Variety won't explain what led to the downfall of comics culture

A writer at Variety commented on the collapse of comics movies, and once again, we have an example of somebody who won't get into the meatier issues for why comic adaptations are waning in popularity:
Comic-book movie culture didn’t just stumble this year. It face-planted, giving us one movie after another that fans didn’t much care about and that the corporations backing these films took a disquieting loss on. And that’s not how it was supposed to go. According to the Gospel of 21st-Century Hollywood, the words “comic-book film” and “box-office disappointment” are not supposed to appear in the same sentence. When they do, not just once but over and over and over again, the tea leaves are telling us something ominous and maybe definitive.
Umm, weren't the 2 Hulk movies both failures, ditto the most recent Fantastic Four movie? I realize those weren't produced by the Disney-owned Marvel studio proper, but still, there were some abortive Marvel adaptations in the past 2 decades, not to mention DC adaptations, so it's not like the franchises were ever foolproof to begin with.
Why, in 2023, did this happen? The analysis that has mostly been offered is simple: The movie companies served up mediocre superhero product. That’s why they — and we — suffered. If it had just been one or two duds, the situation might have been explained away. But when you think back on “Ant-Man and the Wasp: Quantumania” and “Shazam! Fury of the Gods” and “The Flash” and “The Marvels” and “Aquaman and the Lost Kingdom,” the pattern is clear. It’s not simply a Marvel thing or a DC thing. The primal thrill and popularity of comic-book movie culture took a major hit, and it may be fading away. And yet...

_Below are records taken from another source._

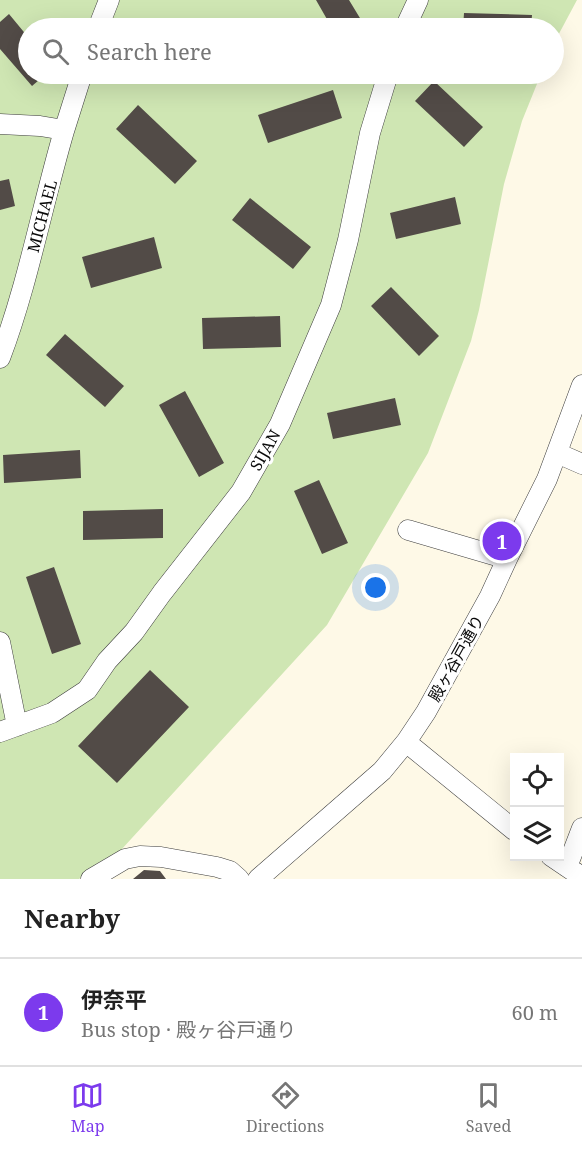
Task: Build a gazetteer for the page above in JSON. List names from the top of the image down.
{
  "streets": {
    "street": ["MICHAEL", "SIJAN", "殿ヶ谷戸通り"]
  },
  "page": {
    "search": "Search here",
    "pins": "1",
    "heading": "Nearby",
    "list": [
      {
        "mark": "1",
        "name": "伊奈平",
        "note": "Bus stop · 殿ヶ谷戸通り",
        "value": "60 m"
      }
    ],
    "nav": ["Map", "Directions", "Saved"]
  }
}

In the very drubbing these movies received, at the box office and in the drumbeat snark of critical reviews, you might say there’s hope. Comic-book movie culture is, after all, only as good as the movies it gives us. And this was the year that the corporations — let’s name names: Disney and Warner Bros. — failed. They made bad movies. What if they’d made good movies?
Well they won't make good ones if they're woke. Did it ever occur to them that politicized liberal lectures are something even most liberal moviegoers don't like hearing? Yet that's what's been turning up lately, and the most leftist observers steer clear of any such queries. If they refuse to consider liberal PC's destroying entertainment, what business do they have working in the profession at all? And what hope is there?
The temptation to point a finger at the producers and executives and vilify them for their shoddy product has always been there. But now it’s part of the new couch-potato rebel culture. Critics, on their reflexive high horse, mostly hate comic-book movies, and more and more they have used their reviews of them to chastise The Man. The fans would seem to be on the other side of the fence, but they have their own collective resentments and rebel fire. This year, the critics and the Comic-Con horde stood shoulder to shoulder, joining forces to look the suits in the eye and say, “You did this to us! We’re bored as hell, and we’re not going to take it anymore.”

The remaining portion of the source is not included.